If nothing else, 2015 should be remembered as the most experimental year in studio filmmaking in years. Between big-budget BDSM romantic comedies, post apocalyptic pictures with guitar-flamethrower-wielding dudes and Michael Mann’s nearly avant-garde techno-thriller, every unconventional choice has been fascinating at least, delightful at best. Time to add Guillermo Del Toro’s latest, Crimson Peak, to that list.

As with the film that is oft touted as Del Toro’s masterpiece, Pan’s Labyrinth, Del Toro utilizes the conventions of a different genre (in this case, haunted house/horror) to tell a deeply complicated, tragic tale. The ghosts, which seem to be at its center, are merely the spiritual anguish within the soul of each of its leads. Crimson Peak delightfully defies visual convention, even when its story falters, unfolding like an especially grim, sensual picture book.

Within its first scenes, Crimson Peak’s gothic, late-Victorian-era setting is introduced. Edith Cushing (Mia Wasikowska) is a young aspiring fiction writer and an outsider in her hometown of Buffalo, NY. Viewed as a spinster and an ornery presence amongst other women, she is generally closer to the men in her life – her father, Carson (Jim Beaver), and her potential suitor and close friend Alan (Charlie Hunnam).

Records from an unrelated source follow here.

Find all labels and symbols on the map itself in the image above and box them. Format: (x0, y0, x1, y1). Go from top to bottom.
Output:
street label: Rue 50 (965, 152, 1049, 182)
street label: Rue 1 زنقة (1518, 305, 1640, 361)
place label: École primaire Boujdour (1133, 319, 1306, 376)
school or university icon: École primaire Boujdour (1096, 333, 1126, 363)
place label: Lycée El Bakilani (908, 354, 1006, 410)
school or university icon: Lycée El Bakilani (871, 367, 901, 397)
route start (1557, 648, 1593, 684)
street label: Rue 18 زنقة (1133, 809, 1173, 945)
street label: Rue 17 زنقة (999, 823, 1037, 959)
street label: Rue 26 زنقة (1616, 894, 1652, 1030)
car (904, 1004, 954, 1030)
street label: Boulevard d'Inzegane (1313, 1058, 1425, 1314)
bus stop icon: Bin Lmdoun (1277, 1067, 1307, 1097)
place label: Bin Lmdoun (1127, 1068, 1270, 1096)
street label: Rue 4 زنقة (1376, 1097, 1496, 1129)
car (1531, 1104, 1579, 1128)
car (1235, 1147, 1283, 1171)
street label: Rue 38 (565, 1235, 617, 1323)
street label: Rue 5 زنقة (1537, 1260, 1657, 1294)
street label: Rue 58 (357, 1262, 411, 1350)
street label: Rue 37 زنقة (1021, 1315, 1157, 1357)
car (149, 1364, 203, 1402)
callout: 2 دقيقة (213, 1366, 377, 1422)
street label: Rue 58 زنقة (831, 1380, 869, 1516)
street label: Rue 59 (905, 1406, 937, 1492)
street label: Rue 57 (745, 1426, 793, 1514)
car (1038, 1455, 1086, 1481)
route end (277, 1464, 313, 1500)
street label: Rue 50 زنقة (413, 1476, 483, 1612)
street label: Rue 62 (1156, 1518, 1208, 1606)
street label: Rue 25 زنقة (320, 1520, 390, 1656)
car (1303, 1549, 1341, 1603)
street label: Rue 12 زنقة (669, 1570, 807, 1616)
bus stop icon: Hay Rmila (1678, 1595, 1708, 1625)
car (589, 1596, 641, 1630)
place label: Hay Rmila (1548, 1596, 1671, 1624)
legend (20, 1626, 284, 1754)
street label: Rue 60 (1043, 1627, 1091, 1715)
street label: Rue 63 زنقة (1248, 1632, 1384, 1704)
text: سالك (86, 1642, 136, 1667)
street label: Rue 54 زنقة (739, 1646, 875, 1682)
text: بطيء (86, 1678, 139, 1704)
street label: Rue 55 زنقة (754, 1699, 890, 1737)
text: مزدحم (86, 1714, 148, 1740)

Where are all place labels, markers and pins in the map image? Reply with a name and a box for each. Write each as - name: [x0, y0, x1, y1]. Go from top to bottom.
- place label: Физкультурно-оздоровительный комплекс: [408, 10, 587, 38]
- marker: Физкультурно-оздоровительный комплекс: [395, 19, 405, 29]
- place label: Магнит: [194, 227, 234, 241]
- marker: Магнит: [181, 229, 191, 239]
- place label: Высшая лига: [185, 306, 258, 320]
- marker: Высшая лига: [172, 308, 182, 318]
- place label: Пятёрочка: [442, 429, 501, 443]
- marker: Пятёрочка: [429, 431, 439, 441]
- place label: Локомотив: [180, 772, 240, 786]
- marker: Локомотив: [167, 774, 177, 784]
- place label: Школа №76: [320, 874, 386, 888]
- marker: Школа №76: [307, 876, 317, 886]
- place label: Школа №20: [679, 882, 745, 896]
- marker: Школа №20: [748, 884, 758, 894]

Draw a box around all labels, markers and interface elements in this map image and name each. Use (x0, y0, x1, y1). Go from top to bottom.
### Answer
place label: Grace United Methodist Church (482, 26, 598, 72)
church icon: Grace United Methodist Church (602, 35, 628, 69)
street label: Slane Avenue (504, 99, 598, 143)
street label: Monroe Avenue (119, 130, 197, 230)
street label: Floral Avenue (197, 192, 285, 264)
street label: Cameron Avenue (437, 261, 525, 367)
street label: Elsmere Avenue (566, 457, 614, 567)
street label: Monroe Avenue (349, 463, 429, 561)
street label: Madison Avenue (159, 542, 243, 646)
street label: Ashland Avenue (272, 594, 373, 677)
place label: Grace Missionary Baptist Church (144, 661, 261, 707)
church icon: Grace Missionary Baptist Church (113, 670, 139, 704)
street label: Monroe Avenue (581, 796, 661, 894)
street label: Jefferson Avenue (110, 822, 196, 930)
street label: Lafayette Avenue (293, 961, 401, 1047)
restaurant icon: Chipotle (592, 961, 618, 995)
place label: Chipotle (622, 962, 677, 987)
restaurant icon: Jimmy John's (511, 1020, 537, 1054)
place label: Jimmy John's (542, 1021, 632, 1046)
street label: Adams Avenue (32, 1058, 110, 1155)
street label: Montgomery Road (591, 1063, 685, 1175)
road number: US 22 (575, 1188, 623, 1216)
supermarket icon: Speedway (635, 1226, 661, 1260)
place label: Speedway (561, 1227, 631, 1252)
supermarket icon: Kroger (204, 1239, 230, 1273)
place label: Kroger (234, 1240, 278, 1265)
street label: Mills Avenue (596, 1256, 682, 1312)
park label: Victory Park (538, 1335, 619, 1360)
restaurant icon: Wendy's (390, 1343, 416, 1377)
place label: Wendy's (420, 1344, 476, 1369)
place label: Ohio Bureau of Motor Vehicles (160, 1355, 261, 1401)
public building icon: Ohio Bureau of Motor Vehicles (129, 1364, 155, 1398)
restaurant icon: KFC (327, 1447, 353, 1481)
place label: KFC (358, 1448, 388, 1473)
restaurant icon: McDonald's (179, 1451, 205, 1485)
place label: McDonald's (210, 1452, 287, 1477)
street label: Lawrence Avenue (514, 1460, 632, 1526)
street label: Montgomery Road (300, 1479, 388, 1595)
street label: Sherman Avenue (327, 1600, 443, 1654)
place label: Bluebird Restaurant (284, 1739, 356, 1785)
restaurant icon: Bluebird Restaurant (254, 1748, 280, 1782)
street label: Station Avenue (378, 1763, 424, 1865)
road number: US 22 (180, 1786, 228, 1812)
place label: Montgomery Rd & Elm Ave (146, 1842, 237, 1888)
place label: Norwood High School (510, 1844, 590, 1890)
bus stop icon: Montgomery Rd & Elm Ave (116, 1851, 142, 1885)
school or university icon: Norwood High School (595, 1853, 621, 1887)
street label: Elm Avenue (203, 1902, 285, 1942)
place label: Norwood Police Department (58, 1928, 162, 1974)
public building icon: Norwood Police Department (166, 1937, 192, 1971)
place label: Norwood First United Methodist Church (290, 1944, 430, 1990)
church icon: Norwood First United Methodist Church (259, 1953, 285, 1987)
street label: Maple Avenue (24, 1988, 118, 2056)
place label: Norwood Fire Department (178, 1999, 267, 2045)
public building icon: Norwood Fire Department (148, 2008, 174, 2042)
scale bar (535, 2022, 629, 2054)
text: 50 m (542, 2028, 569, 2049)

When the secretive but utterly captivating Sir Thomas Sharpe (Tom Hiddleston) enters Buffalo with his sister Lucille (Jessica Chastain), looking for funding from Carson for an invention, Edith immediately falls for him. Despite warnings from her father and Alan, Edith is eventually swept away to Sharpe’s home in England. It is there she will learn of Thomas and Lucille’s past, see the ghosts that haunt their childhood home and recall a warning from her own youth – but not before it is, in her own words, too late…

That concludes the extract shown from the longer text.